Fra i mille rivoli in pentagramma si avvertono infatti le tracce del minimalismo d'autore di Philip Glass o Max Richter, la scrittura per archi entro il solco post Vaughan Williams e Barber, ritmi carioca e, da tutt'altro fronte, il Bach della Passione secondo Giovanni magistralmente infilato in filigrana e in contrappunto con archi e percussioni a suono determinato (affidate a Marco Pezzenati e a Pasquale Bardaro, sfregate anche con l'archetto per produrre onirici armonici secondo il più moderno uso) al rap scandito a mezzavoce, e dunque in suggestiva dimensione pseudo-strumentale, dal non meno efficace Frankie hi-nrg mc (nelle due foto accanto).
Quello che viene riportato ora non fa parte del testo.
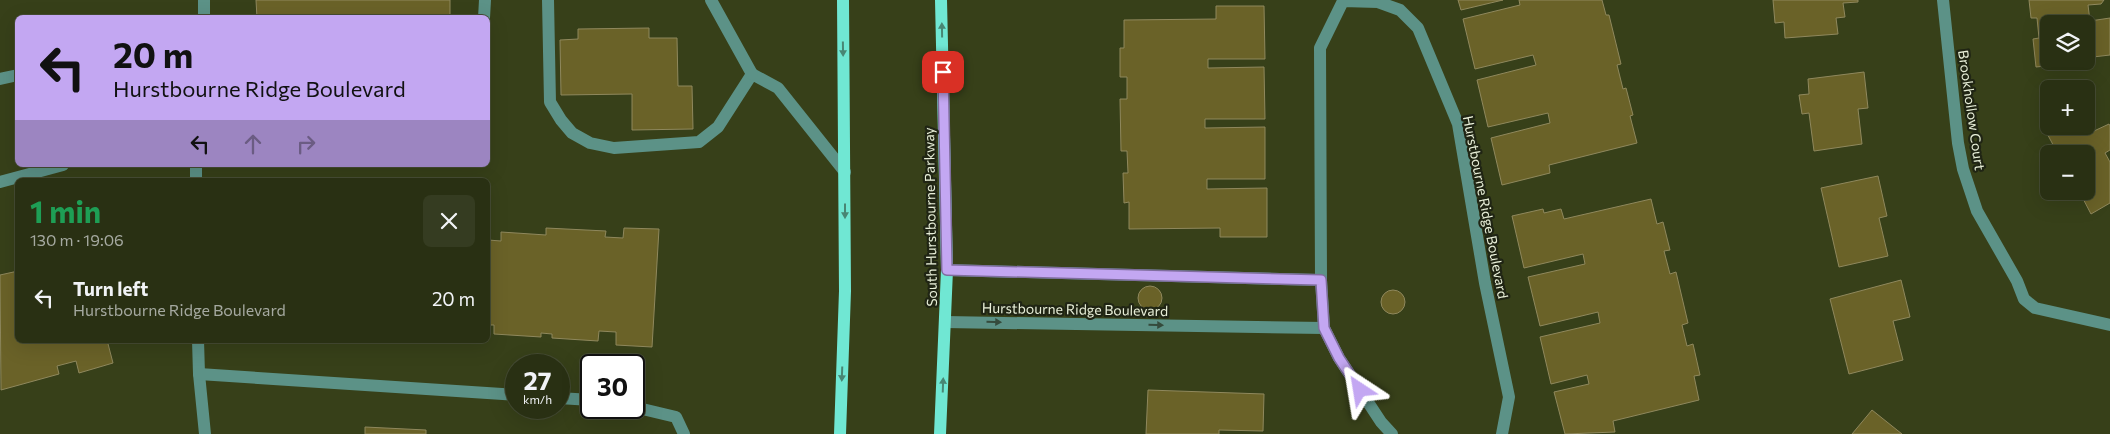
<!DOCTYPE html>
<meta charset="utf-8">
<style>
body{margin:0;font-family:Commissioner,sans-serif;background:#353c21;color:#f1f3f6;height:100vh;display:flex;flex-direction:column;font-size:19px;white-space:nowrap}
*{box-sizing:border-box;margin:0}
p{font-size:16px;color:#a5a9a0}
.icon{flex:none;width:28px;height:28px;fill:none;stroke:currentColor;stroke-width:2;stroke-linecap:round;stroke-linejoin:round}
.map{position:relative;flex:1;overflow:hidden}
.sheet{position:absolute;left:15px;top:178px;width:475px;height:165px;display:flex;flex-direction:column;background:#293013;border-radius:8px;box-shadow:0 5px 20px #0002,0 0 0 1px #454b33}
.sheet>*{flex:none}
.banner{position:absolute;left:15px;top:15px;width:475px;height:152px;border-radius:8px;box-shadow:0 5px 20px #0002,0 0 0 1px #454b33;background:#c3a7f2;color:#111;overflow:hidden}
.buttons{position:absolute;left:2040px;top:15px;display:grid;gap:10px}
.buttons a{display:grid;place-items:center;width:55px;height:55px;border-radius:8px;background:#293013;box-shadow:0 5px 20px #0002,0 0 0 1px #454b33;font-size:25px}
.speed{position:absolute;left:505px;top:354px;display:flex;gap:10px;font-size:25px;font-weight:700;text-align:center}
.speed>*{display:grid;place-content:center;width:65px;height:65px;border-radius:50%;background:#293013;box-shadow:0 5px 20px #0002,0 0 0 1px #454b33;line-height:1}
.speed small{font-size:12px;font-weight:400}
.speed .limit{border:2px solid #111;border-radius:8px;background:#fff;color:#111}
.pin{position:absolute;display:grid;place-items:center;width:42px;height:42px;color:#fff;margin:-21px;border-radius:10px;box-shadow:0 2px 8px #0006}
.me{position:absolute;width:55px;margin:-28px;rotate:327deg;stroke-linejoin:round;filter:drop-shadow(0 0 4px #0008)}
.turn{display:flex;align-items:center;gap:18px;height:105px;padding:0 15px;font-size:22px}
.turn .icon{width:65px;height:65px;stroke-width:2.5}
.turn b{display:block;font-size:35px;line-height:42px}
.lanes{display:flex;align-items:center;height:48px;padding:0 15px;background:#0003;justify-content:center;gap:25px;direction:ltr}
.lanes .off{opacity:.35}
.round{display:grid;place-items:center;flex:none;width:52px;height:52px;border-radius:8px;background:#353c21}
.head{display:flex;align-items:center;justify-content:space-between;height:85px;padding:0 15px}
h1{font-size:30px;font-weight:700;line-height:38px;color:#1e9e55}
ul{padding:0;list-style:none}
li{display:flex;align-items:center;gap:15px;height:70px;padding:0 15px}
li div{flex:1}
li b{display:block;font-size:19px}
li em{font-style:normal}
.map>svg:first-child{display:block}
</style>
<div class="map">
<svg width="2110" height="434" viewBox="0 0 2110 434">
<rect width="100%" height="100%" fill="#374019"/>
<g fill="#6a6228" stroke="#8f885d" fill-rule="evenodd">
<polygon points="256,0 450,0 450,18 257,18"/>
<polygon points="1458,0 1503,0 1461,10"/>
<polygon points="1519,0 1602,0 1606,15 1609,15 1621,64 1617,65 1623,89 1626,88 1633,115 1630,116 1637,143 1549,165 1550,173 1502,185 1491,138 1550,123 1548,113 1488,127 1477,80 1536,65 1533,55 1475,69 1463,19 1520,5"/>
<polygon points="1773,0 1858,0 1858,2 1843,3 1845,17 1836,18 1838,34 1785,38 1784,22 1775,23"/>
<path d="M2029 0H2104L2101 4 2088 5 2090 21 2110 18V55L2093 57 2094 61 2036 67 2033 39 2039 38 2037 18H2031ZM2049 24H2086V61H2049Z"/>
<polygon points="1216,6 1264,6 1265,59 1208,59 1208,68 1264,67 1265,119 1205,119 1205,128 1265,127 1265,179 1207,179 1207,189 1267,188 1267,237 1220,237 1220,228 1129,229 1129,202 1124,203 1123,173 1128,173 1127,151 1121,151 1120,99 1127,99 1127,77 1120,77 1120,48 1124,48 1124,20 1216,19"/>
<polygon points="649,28 649,38 677,38 678,86 692,86 693,129 632,130 632,94 561,95 560,40 578,39 578,29"/>
<polygon points="1864,72 1868,108 1858,109 1862,144 1814,151 1809,113 1802,114 1799,95 1809,94 1808,79"/>
<polygon points="2086,116 2094,131 2109,124 2110,126 2110,150 2105,153 2110,162 2110,203 2091,214 2079,191 2086,191 2086,154 2058,154 2043,126 2049,124 2049,126 2086,126"/>
<polygon points="1878,176 1887,216 1879,218 1888,256 1839,267 1821,188"/>
<polygon points="1651,199 1657,224 1663,222 1670,250 1664,251 1670,274 1676,272 1688,323 1682,325 1687,346 1693,344 1700,375 1694,376 1699,400 1613,421 1615,432 1565,434 1554,392 1589,384 1587,375 1551,384 1540,337 1600,323 1598,312 1540,326 1528,277 1585,264 1583,254 1524,268 1512,216 1543,209 1544,213 1561,209 1564,219"/>
<polygon points="546,228 606,231 605,237 623,238 624,228 659,229 652,347 616,345 616,332 599,331 598,341 552,338 552,334 541,333 541,337 494,334 494,325 488,325 488,240 501,241 501,232 546,235"/>
<polygon points="18,271 18,340 107,340 113,363 79,373 76,361 57,366 59,374 1,390 0,275"/>
<polygon points="1901,280 1910,317 1893,321 1903,360 1849,374 1830,299"/>
<circle cx="1150" cy="298" r="12"/>
<circle cx="1393" cy="302" r="12"/>
<polygon points="1148,390 1264,394 1263,431 1219,430 1219,434 1146,434"/>
<polygon points="1872,410 1902,434 1852,434"/>
<polygon points="365,427 426,430 426,434 365,434"/>
</g>
<g fill="none" stroke-linecap="round" stroke-linejoin="round">
<g stroke="#5c9287" stroke-width="12">
<polyline points="548,0 550,102 561,120 572,133 590,143 614,148 699,142 718,127 752,74 778,88 845,172"/>
<polyline points="711,0 752,74"/>
<polyline points="1943,0 1958,143 1963,169 1977,211 2017,281 2024,299 2035,308 2110,325"/>
<polyline points="204,18 204,0"/>
<polyline points="484,18 485,0"/>
<polyline points="0,79 18,75"/>
<polyline points="196,165 196,180"/>
<polyline points="0,182 63,165"/>
<polyline points="947,270 1321,280"/>
<polyline points="945,322 1324,328"/>
<polyline points="198,340 199,374 205,434"/>
<polyline points="199,374 516,395"/>
<polyline points="559,398 591,400"/>
<polyline points="634,407 676,417 684,434"/>
<polyline points="1392,434 1381,422 1339,358 1324,328 1321,280 1320,48 1343,1 1378,2 1400,10 1418,28 1458,124 1485,283 1509,397 1502,434"/>
</g>
<g stroke="#70e7d3" stroke-width="12">
<polyline points="840,434 845,291 843,0"/>
<polyline points="940,434 947,270 941,0"/>
</g>
</g>
<defs><path id="oneway-solid" d="M-6-.8H1V-3.2L6.5 0L1 3.2V.8H-6Z" transform="scale(1.25)"/></defs>
<g fill="#488674">
<use href="#oneway-solid" transform="translate(942 30) rotate(-91)"/>
<use href="#oneway-solid" transform="translate(843 49) rotate(89)"/>
<use href="#oneway-solid" transform="translate(845 211) rotate(90)"/>
<use href="#oneway-solid" transform="translate(842 374) rotate(92)"/>
<use href="#oneway-solid" transform="translate(943 385) rotate(-88)"/>
</g>
<g fill="#354b3c">
<use href="#oneway-solid" transform="translate(994 322) rotate(1)"/>
<use href="#oneway-solid" transform="translate(1156 325) rotate(1)"/>
</g>
<g fill="none" stroke-linecap="round" stroke-linejoin="round">
<defs>
<polyline id="route" points="943,72 947,270 1321,280 1324,328 1339,358 1360,390"/>
</defs>
<use href="#route" stroke="#7f6d9d" stroke-width="12"/>
<use href="#route" stroke="#c3a7f2" stroke-width="9"/>
</g>
<g text-anchor="middle" dominant-baseline="central" stroke-width="4.5" stroke-linejoin="round" paint-order="stroke">
<g font-size="14" fill="#e8efd8" stroke="#202514">
<text transform="translate(1972 110) rotate(82)">Brookhollow Court</text>
<text transform="translate(1486 207) rotate(79)">Hurstbourne Ridge Boulevard</text>
<text transform="translate(930 217) rotate(-91)">South Hurstbourne Parkway</text>
<text transform="translate(1075 309) rotate(1)">Hurstbourne Ridge Boulevard</text>
</g>
</g>
</svg>
<div class="buttons">
<a><svg class="icon" aria-label="layers" viewBox="0 0 24 24"><path d="M12 4l9 5-9 5-9-5zM3 14l9 5 9-5"/></svg></a>
<a>+</a>
<a>−</a>
</div>
<div class="speed"><div>27<small>km/h</small></div><div class="limit">30</div></div>
<div class="pin" style="left:943px;top:72px;background:#d93025"><svg class="icon" aria-label="arrive" viewBox="0 0 24 24"><path d="M6 21V4h12l-3 4 3 4H6"/></svg></div>
<svg class="me" style="left:1360px;top:390px" viewBox="-20 -20 40 40"><path d="M0-17L14 15 0 8-14 15z" fill="#c3a7f2" stroke="#fff" stroke-width="4"/></svg>
<div class="banner">
<div class="turn"><svg class="icon" aria-label="left" viewBox="0 0 24 24"><path d="M17 20v-9H6M10 6l-5 5 5 5"/></svg><div><b>20 m</b>Hurstbourne Ridge Boulevard</div></div>
<div class="lanes"><svg class="icon" aria-label="left" viewBox="0 0 24 24"><path d="M17 20v-9H6M10 6l-5 5 5 5"/></svg><svg class="icon off" aria-label="ahead" viewBox="0 0 24 24"><path d="M12 20V5M6 11l6-6 6 6"/></svg><svg class="icon off" aria-label="right" viewBox="0 0 24 24"><path d="M7 20v-9h11M14 6l5 5-5 5"/></svg></div>
</div>
<section class="sheet">
<div class="head"><div><h1>1 min</h1><p>130 m · 19:06</p></div><a class="round"><svg class="icon" aria-label="close" viewBox="0 0 24 24"><path d="M6 6l12 12M18 6L6 18"/></svg></a></div>
<ul>
<li><svg class="icon" aria-label="left" viewBox="0 0 24 24"><path d="M17 20v-9H6M10 6l-5 5 5 5"/></svg><div><b>Turn left</b><p>Hurstbourne Ridge Boulevard</p></div><em>20 m</em></li>
</ul>
</section>
</div>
Il tutto regolato dal versatile Brunello, in parte al violoncello e in parte dal podio, con cura e sensibilità rare nei colori come nelle dinamiche, nei ritmi e negli incastri fra i tanti ed eterogenei tasselli presenti in un'architettura di felice impatto e sempre assai pertinente suggestione.

Giusto per intenderci, per equilibrio testo-musica e bellezza delle soluzioni melodico-timbriche, nulla o poco a che vedere c'era rispetto agli Oratori contemporanei ascoltati di recente al San Carlo, qui particolarmente apprezzando (peccato veramente per chi non c'era, soprattutto i più giovani) la fattura crossover non solo della partitura ma lo stesso senso delle parole che l'autore-interprete Paolini ha così spiegato nelle sue note: "Gli antropòceni sono gli abitanti dell’era più cool della storia del pianeta. In un’escalation tragicomica instaurano una lotta per salvare dall’estinzione non tanto se stessi quanto le cose che gli sono più care. Il dialogo è contrappuntato da romanze che scandiscono le fasi della ‘piccola passione’ che conduce l’uomo dal suo tranquillo tecno-destino a una strada totalmente ignota. Una strada che somiglia a un’evoluzione alla rovescia, alla quale di nuovo dovrà abituarsi in fretta. L’evoluzione delle cose, il loro aggregarsi e mutare, la loro pervasività e invasività nel nostro mondo generano nostalgia di una semplicità naturale che assume caratteri di mito. Raccontare come un viaggio l’odissea di artifici e tecnologie che hanno accompagnato gli uomini può aiutare a sfatare quel mito".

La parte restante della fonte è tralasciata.